Table of contents

How do I handle connection pooling in Requests?

Connection pooling is a critical optimization technique when using the Python Requests library for web scraping or API interactions. It allows you to reuse TCP connections instead of establishing new ones for each request, significantly improving performance and reducing server load.

Understanding Connection Pooling in Requests

By default, the Requests library already implements basic connection pooling through HTTP adapters. When you use a Session object, it automatically reuses connections to the same host. However, you can fine-tune this behavior for better performance.

Basic Connection Pooling with Sessions

The simplest way to enable connection pooling is by using a Session object:

import requests

# Create a session object for connection pooling
session = requests.Session()

# Make multiple requests to the same host
for i in range(10):
    response = session.get('https://api.example.com/data')
    print(f"Request {i}: {response.status_code}")
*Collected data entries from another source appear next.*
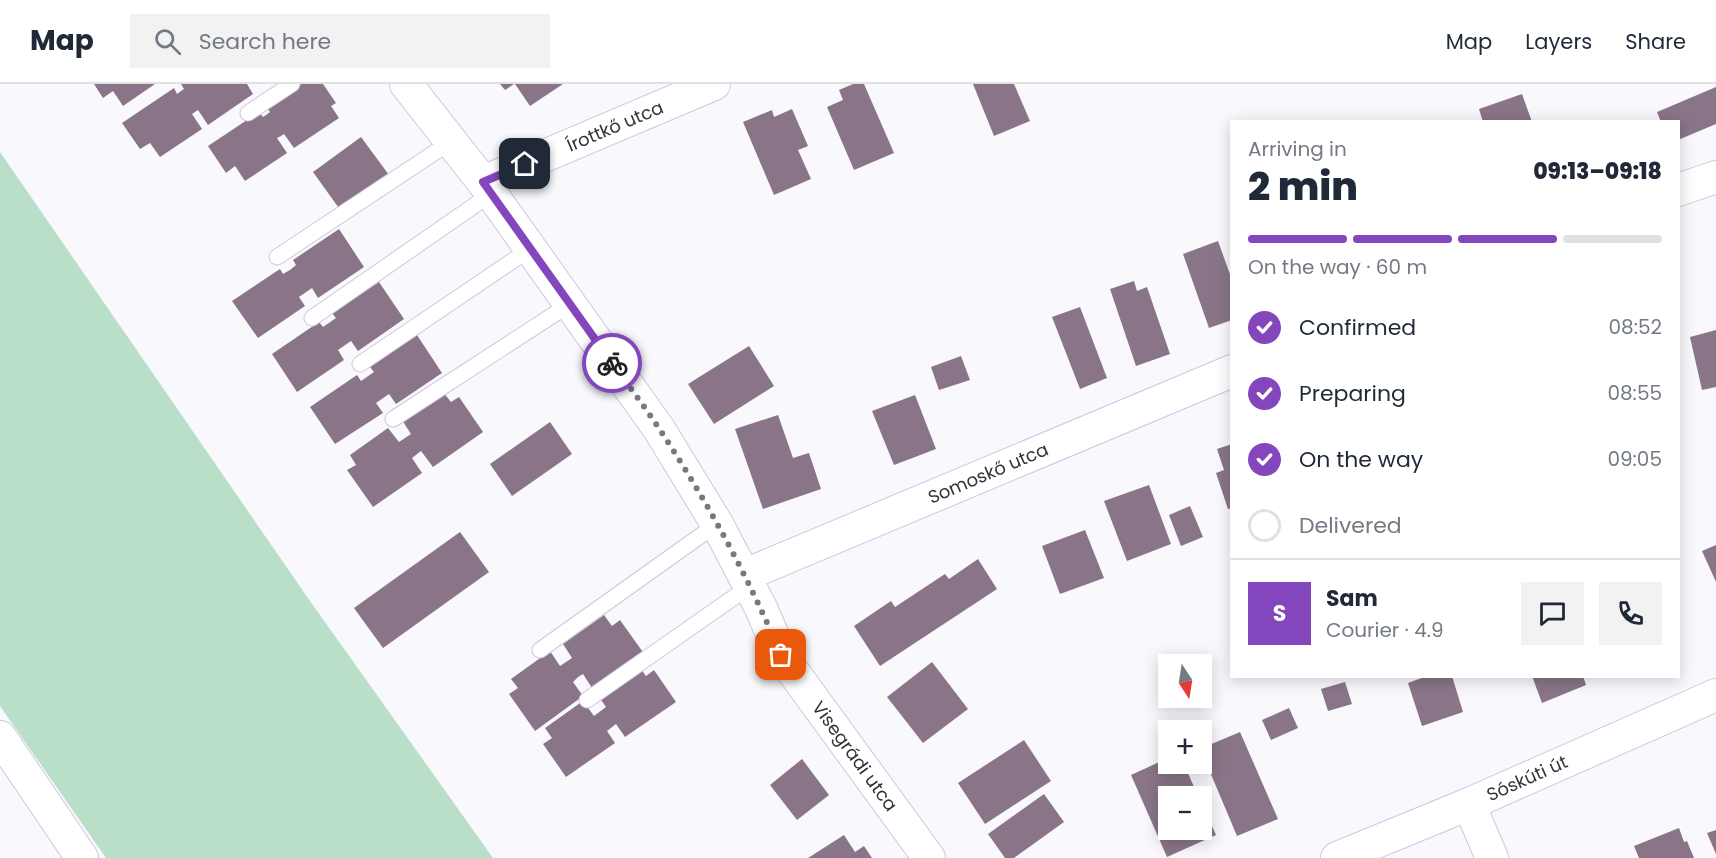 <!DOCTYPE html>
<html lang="en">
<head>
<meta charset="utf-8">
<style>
  :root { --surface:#fff; --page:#f2f2f3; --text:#1f2937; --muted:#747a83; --line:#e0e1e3; --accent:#8446bc }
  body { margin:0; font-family:Poppins,sans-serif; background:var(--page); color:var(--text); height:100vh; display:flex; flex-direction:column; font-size:22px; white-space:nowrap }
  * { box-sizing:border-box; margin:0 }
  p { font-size:20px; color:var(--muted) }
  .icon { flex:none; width:33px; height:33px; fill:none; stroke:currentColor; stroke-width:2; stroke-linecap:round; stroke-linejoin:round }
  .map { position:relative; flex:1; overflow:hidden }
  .drawer { position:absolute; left:1230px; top:36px; width:450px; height:558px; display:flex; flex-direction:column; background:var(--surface); border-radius:0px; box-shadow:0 3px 15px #0003 }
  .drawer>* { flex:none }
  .needle { width:39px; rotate:168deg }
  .controls { position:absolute; left:1158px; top:570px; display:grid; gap:12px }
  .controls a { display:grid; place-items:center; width:54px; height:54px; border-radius:0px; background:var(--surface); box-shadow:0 3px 15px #0003; font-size:30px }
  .pin { position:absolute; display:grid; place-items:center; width:51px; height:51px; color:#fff; margin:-26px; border-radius:12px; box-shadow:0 3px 9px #0006 }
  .courier { position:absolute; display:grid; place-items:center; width:60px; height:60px; margin:-30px; border:4px solid #8446bc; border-radius:50%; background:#fff; color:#222; box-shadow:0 2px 8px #0007 }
  .overview em { font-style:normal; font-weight:800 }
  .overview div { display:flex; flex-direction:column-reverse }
  .overview { display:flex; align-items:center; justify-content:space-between; height:102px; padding:0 18px }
  h1 { font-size:39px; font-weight:800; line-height:45px }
  .bar { display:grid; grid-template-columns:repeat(4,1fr); gap:9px 6px; align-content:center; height:72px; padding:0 18px }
  .bar i { height:8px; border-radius:4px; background:var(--line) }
  .bar .on { background:var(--accent) }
  .bar p { grid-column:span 4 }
  .line { display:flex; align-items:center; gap:15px; padding:0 18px; border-top:2px solid var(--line) }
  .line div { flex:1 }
  .round { display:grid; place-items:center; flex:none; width:63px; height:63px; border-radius:0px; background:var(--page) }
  ol { padding:0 18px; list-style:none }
  li { display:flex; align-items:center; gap:18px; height:66px }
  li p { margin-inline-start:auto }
  li .icon { padding:6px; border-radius:50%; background:var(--accent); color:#fff; stroke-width:4 }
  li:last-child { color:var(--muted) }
  li i { width:33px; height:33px; border:3px solid var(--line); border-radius:50% }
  header { display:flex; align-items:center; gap:36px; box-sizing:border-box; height:84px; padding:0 30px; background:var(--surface); border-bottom:2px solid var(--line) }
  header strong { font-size:28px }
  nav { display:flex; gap:33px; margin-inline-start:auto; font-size:21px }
  .search { width:420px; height:54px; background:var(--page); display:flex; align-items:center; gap:15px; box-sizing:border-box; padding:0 21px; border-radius:0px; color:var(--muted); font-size:22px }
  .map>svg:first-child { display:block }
  .green { fill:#badfc8 }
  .building { fill:#897587 }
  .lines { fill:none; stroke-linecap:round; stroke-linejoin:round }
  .lane-casing { stroke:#cec7e0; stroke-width:17 }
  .street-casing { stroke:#cec7e0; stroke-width:34 }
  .lane { stroke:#fff; stroke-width:15 }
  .street { stroke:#fff; stroke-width:32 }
  .done { stroke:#7a7780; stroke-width:6; stroke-dasharray:0 10.8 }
  .route { stroke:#8446bc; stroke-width:8 }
  .labels { text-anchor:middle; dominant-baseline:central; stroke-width:6; stroke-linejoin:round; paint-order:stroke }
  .street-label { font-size:18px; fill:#35323c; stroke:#fff }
</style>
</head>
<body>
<header>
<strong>Map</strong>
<div class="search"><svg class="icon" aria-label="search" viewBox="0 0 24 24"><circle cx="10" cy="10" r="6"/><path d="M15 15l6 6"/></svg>Search here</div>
<nav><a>Map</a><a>Layers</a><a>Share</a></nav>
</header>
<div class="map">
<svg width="1716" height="774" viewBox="0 0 1716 774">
  <rect width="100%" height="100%" fill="#f9f8fd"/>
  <polygon class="green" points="0,68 310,517 493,774 106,774 0,622"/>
  <g class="building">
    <polygon points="94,0 155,0 123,22 113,7 103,14"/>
    <polygon points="181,0 247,0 253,10 208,41 198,26 192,30 202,45 160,73 150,59 140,65 122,39 174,4 177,10 184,5"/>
    <polygon points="300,0 323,0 336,19 331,22 339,34 294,64 284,50 281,52 277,54 287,69 245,97 235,82 226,89 208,62 259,28 263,33 266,31 270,28 266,23"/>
    <polygon points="500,0 514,0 505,6"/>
    <polygon points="515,0 563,0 530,22"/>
    <polygon points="853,0 864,0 894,69 854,86 827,23 843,16 839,6"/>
    <polygon points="973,0 1014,0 1030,37 994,52"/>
    <polygon points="1716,3 1716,40 1678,56 1678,38 1661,38 1657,28"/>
    <polygon points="1522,10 1532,38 1483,38 1479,25"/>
    <polygon points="792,25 808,62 798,66 811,95 774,111 743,38 772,26 774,33"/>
    <polygon points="361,53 389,91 341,127 313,88"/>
    <polygon points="339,145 364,183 318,214 312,204 299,213 305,222 258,254 232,217 280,185 283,190 290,186 296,181 293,176"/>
    <polygon points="1218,157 1232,196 1232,236 1209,244 1183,170"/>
    <polygon points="1134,197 1137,207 1147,203 1170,270 1136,282 1110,205"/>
    <polygon points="379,198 404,235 358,267 351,257 338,266 344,276 297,308 272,270 319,238 323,243 336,234 332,229"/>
    <polygon points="1080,223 1107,294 1080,305 1052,233"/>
    <polygon points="1716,246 1716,303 1702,306 1690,253"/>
    <polygon points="417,251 442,289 396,320 389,310 376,319 383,329 335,360 310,323 357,291 361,297 374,288 370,283"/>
    <polygon points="749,262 774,302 714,340 688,300"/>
    <polygon points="961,272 970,296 939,306 931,283"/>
    <polygon points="443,308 451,318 459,313 483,348 433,383 421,367 412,374 422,389 373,423 347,386 356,381 350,371 388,344 399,358 411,350 402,336"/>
    <polygon points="915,311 936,365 894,381 872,327"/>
    <polygon points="778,331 793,374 809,369 821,405 763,425 735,345"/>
    <polygon points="550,338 572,370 512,412 490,380"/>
    <polygon points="1232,360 1232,424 1228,425 1216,389 1224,386 1217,365"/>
    <polygon points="1149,401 1171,460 1127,477 1104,417"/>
    <polygon points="1190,422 1203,453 1181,462 1169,431"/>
    <polygon points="1085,446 1104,494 1060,510 1042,462"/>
    <polygon points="460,448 489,488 383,564 354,524"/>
    <polygon points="1716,461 1716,498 1702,467"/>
    <polygon points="978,475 997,505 880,582 854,542 891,517 895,523 945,490 949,495"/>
    <polygon points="604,531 612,542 620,536 645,571 594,607 583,590 578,593 573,598 583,612 535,647 509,610 518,604 511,595 550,567 560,582 572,574 563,560"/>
    <polygon points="932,578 968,625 923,659 887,613"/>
    <polygon points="638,581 646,592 654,586 676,618 625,653 616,640 607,647 615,659 566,693 543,660 552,654 545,644 583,617 594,632 606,623 597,610"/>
    <polygon points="1427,592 1452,592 1463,628 1422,642 1408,599"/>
    <polygon points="1532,592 1583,592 1586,601 1542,619"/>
    <polygon points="1345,598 1352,620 1328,627 1321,605"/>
    <polygon points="1289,624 1298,644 1271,656 1262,636"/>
    <polygon points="1240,648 1278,735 1237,752 1202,669 1202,664"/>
    <polygon points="1024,656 1051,697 985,740 958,699"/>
    <polygon points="1168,674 1168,680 1184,680 1198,712 1168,712 1168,746 1202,746 1202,720 1216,751 1167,773 1131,691"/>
    <polygon points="802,675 829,711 797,736 770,701"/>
    <polygon points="1044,710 1064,738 1014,774 1005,774 988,750"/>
    <polygon points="1679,744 1684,758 1687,757 1694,774 1639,774 1634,762"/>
    <polygon points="1716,746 1716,770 1707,749"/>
    <polygon points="844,751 855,768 864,762 872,774 808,774"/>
  </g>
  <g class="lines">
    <defs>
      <g id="lane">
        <polyline points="248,29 292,0"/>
        <polyline points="277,173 452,57"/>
        <polyline points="312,234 491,110"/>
        <polyline points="360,280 530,165"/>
        <polyline points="393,335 570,220"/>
        <polyline points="540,566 717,440"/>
        <polyline points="587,616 750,502"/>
      </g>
      <g id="street">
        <polyline points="406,0 483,98 659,345 717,440 761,524 781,571 929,774"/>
        <polyline points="483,98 714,0"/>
        <polyline points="1678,106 1716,93"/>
        <polyline points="745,491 1232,287"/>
        <polyline points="0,653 82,774"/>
        <polyline points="1469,720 1492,774"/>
        <polyline points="1337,774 1469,720 1716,611"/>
      </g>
    </defs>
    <use href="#lane" class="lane-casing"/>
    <use href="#street" class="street-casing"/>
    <use href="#lane" class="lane"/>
    <use href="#street" class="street"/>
  </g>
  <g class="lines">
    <path class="done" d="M612 279C628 301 645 323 660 346 707 417 748 492 781 571"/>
    <polyline class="route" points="525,80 483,98 612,279"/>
  </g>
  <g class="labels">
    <g class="street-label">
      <text transform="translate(615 42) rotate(-23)">Írottkő utca</text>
      <text transform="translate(988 389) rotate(-23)">Somoskő utca</text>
      <text transform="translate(855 672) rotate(54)">Visegrádi utca</text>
      <text transform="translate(1527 694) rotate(-24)">Sóskúti út</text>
    </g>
  </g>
</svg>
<div class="controls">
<a><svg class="needle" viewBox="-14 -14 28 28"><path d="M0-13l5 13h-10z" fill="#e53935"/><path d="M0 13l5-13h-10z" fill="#747a83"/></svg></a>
<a>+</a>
<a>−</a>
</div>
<div class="pin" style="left:781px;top:571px;background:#ea580c"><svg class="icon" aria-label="bag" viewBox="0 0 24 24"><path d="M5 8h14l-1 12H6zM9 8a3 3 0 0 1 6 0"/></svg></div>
<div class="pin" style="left:525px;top:80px;background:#1f2937"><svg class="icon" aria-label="home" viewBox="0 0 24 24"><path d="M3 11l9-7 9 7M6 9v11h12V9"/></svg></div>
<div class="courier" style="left:612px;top:279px"><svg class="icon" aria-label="bike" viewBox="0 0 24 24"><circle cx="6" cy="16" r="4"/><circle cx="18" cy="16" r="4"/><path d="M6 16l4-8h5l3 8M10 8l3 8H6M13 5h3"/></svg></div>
<section class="drawer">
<div class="overview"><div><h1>2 min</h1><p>Arriving in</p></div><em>09:13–09:18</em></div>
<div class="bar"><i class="on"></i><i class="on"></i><i class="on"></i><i></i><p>On the way · 60 m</p></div>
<ol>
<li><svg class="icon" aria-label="check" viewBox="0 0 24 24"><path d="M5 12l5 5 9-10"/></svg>Confirmed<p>08:52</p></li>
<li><svg class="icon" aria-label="check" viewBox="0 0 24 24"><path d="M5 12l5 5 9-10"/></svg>Preparing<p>08:55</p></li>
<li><svg class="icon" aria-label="check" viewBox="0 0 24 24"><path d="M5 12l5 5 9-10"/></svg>On the way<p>09:05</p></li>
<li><i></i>Delivered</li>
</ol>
<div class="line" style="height:108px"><b class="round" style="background:var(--accent);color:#fff">S</b><div><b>Sam</b><p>Courier · 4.9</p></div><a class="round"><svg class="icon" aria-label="chat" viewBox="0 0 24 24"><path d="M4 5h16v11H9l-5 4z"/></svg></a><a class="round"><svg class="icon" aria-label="phone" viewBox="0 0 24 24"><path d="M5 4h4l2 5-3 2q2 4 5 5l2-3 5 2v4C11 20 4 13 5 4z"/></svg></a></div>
</section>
</div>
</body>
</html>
# Close the session when done
session.close()

Custom Connection Pool Configuration

For more control over connection pooling, you can configure custom HTTP adapters:

import requests
from requests.adapters import HTTPAdapter
from urllib3.util.retry import Retry

class PooledSession:
    def __init__(self, pool_connections=10, pool_maxsize=20, max_retries=3):
        """
        Initialize a session with custom connection pooling

        Args:
            pool_connections: Number of connection pools to cache
            pool_maxsize: Maximum number of connections in each pool
            max_retries: Number of retry attempts
        """
        self.session = requests.Session()

        # Configure retry strategy
        retry_strategy = Retry(
            total=max_retries,
            status_forcelist=[429, 500, 502, 503, 504],
            method_whitelist=["HEAD", "GET", "OPTIONS"],
            backoff_factor=1
        )

        # Create HTTP adapter with custom pool settings
        adapter = HTTPAdapter(
            pool_connections=pool_connections,
            pool_maxsize=pool_maxsize,
            max_retries=retry_strategy
        )

        # Mount adapter for both HTTP and HTTPS
        self.session.mount("http://", adapter)
        self.session.mount("https://", adapter)

    def get(self, url, **kwargs):
        return self.session.get(url, **kwargs)

    def post(self, url, **kwargs):
        return self.session.post(url, **kwargs)

    def close(self):
        self.session.close()

# Usage example
pooled_session = PooledSession(pool_connections=5, pool_maxsize=15)

try:
    # Make multiple requests efficiently
    urls = [
        'https://api.example.com/users/1',
        'https://api.example.com/users/2',
        'https://api.example.com/posts/1',
        'https://api.example.com/posts/2'
    ]

    for url in urls:
        response = pooled_session.get(url)
        print(f"Status: {response.status_code}, URL: {url}")

finally:
    pooled_session.close()

Advanced Pool Configuration

For high-performance web scraping scenarios, you might need more sophisticated pool management:

import requests
from requests.adapters import HTTPAdapter
from urllib3.poolmanager import PoolManager
import threading
import time

class AdvancedPooledSession:
    def __init__(self, pool_connections=20, pool_maxsize=50, 
                 max_retries=3, timeout=30):
        """
        Advanced session with optimized connection pooling
        """
        self.session = requests.Session()
        self.timeout = timeout

        # Custom pool manager for better control
        class CustomHTTPAdapter(HTTPAdapter):
            def init_poolmanager(self, *args, **kwargs):
                kwargs['block'] = True  # Block when pool is full
                kwargs['maxsize'] = pool_maxsize
                kwargs['num_pools'] = pool_connections
                return super().init_poolmanager(*args, **kwargs)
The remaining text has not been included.